Art. 8º São instrumentos da PNAPE:
I – os planos nacional, estaduais, distrital e municipais de atenção às pessoas egressas e aos seus familiares;
II – as equipes multidisciplinares de profissionais e as metodologias especializadas na atenção às pessoas egressas e aos seus familiares;
III – os planos de formação profissional continuada;
IV – a cooperação técnica e financeira entre os entes federativos e os Poderes Executivo, Legislativo e Judiciário;
V – a previsão orçamentária;
VI – a pesquisa científica;
VII – o fomento à instituição de órgãos colegiados de regulação e fiscalização da PNAPE; e
VIII – a participação social.
CAPÍTULO III
DAS COMPETÊNCIAS
Art. 9º Compete à Secretaria Nacional de Políticas Penais do Ministério da Justiça e Segurança Pública, no âmbito da PNAPE:
I – estimular, em parceria com os demais órgãos e entidades da administração pública federal, a implementação de serviços especializados de atenção às pessoas egressas e aos seus familiares, no âmbito estadual, distrital e municipal;
II – coordenar esforços para a institucionalização da PNAPE nos Estados, no Distrito Federal e nos Municípios, com a previsão de mecanismos de sustentabilidade por meio de convênios, repasses do Fundo Penitenciário Nacional e outras fontes de recursos;
III – fomentar o fortalecimento das redes de atenção às pessoas egressas e aos seus familiares, consideradas as especificidades desse público;
IV – promover, em parceria com os demais órgãos e entidades da administração pública, organizações não governamentais e representantes da sociedade civil, campanhas de conscientização e de informação voltadas à educação e à inclusão produtiva de pessoas egressas;
V – coordenar esforços para elaboração, implementação e regulamentação de mecanismos formais em favor de empresas comprovadamente contratantes de pessoas egressas;
VI – promover a integração entre as redes municipais de fornecimento de serviços em favor da pessoa egressa e as Defensorias Públicas dos Estados, do Distrito Federal e da União; e
VII – coordenar, por meio do Sistema de Informações do Departamento Penitenciário Nacional, ou por meio de sistema próprio para a PNAPE, a integração centralizada de dados e informações relativas às pessoas egressas.
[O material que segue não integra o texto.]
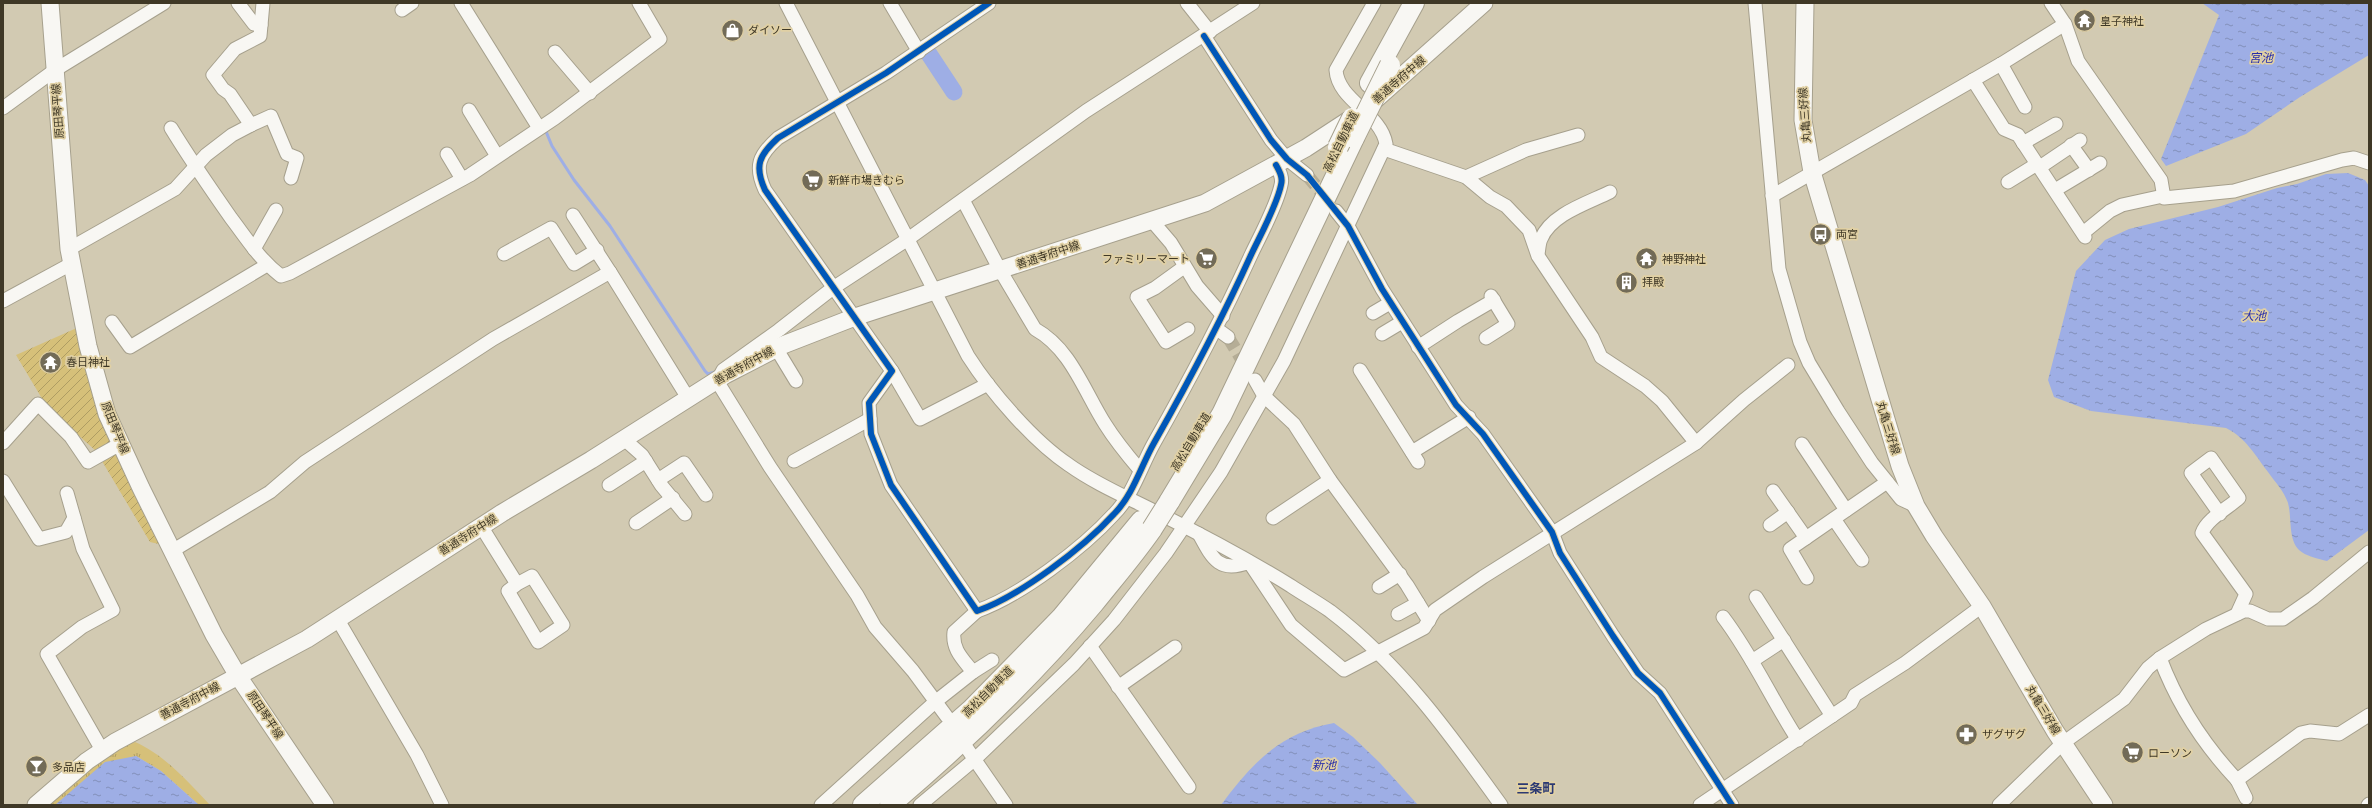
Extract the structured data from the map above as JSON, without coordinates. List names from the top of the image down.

Art. 10. Mediante adesão voluntária e formal à PNAPE, realizada a partir de assinatura de termo pelo Chefe do Poder Executivo ou por seu representante, os Estados e o Distrito Federal aderentes se comprometem concorrentemente a:
I – instituir estruturas organizacionais para gestão e execução da PNAPE no âmbito estadual ou distrital;
II – prestar suporte às pessoas egressas e aos seus familiares, com metodologias específicas e especializadas, integradas à rede de políticas sociais, sem caráter de fiscalização de penas, condicionalidades ou medidas penais;
III – estruturar rede de apoio às pessoas egressas e aos seus familiares, destinada à promoção dos direitos fundamentais;
IV – fomentar, planejar e coordenar as estratégias de mobilização de pessoas pré-egressas, a fim de disseminar a PNAPE junto às pessoas em privação de liberdade;
V – elaborar e estimular o desenvolvimento de estratégias de participação social e comunitária nas etapas de formulação, implementação, execução e avaliação da eficiência da política pública de apoio às pessoas egressas e aos seus familiares;
VI – promover processos de formação continuada dos integrantes das equipes e das redes de atuação parceiras, com o apoio e a participação, na forma prevista na legislação, de integrantes da sociedade civil, das universidades, das instituições de ensino superior e da iniciativa privada;
VII – promover, com apoio institucional dos órgãos integrantes do Sistema de Justiça, campanhas de comunicação voltadas à informação da população quanto ao modo de execução e à conscientização da população quanto aos benefícios advindos da política de atenção às pessoas egressas e aos seus familiares; e
VIII – garantir a gestão adequada da informação sobre os atendimentos prestados e os serviços fornecidos à população beneficiária, respeitados os princípios da Lei nº 13.709, de 14 de agosto de 2018.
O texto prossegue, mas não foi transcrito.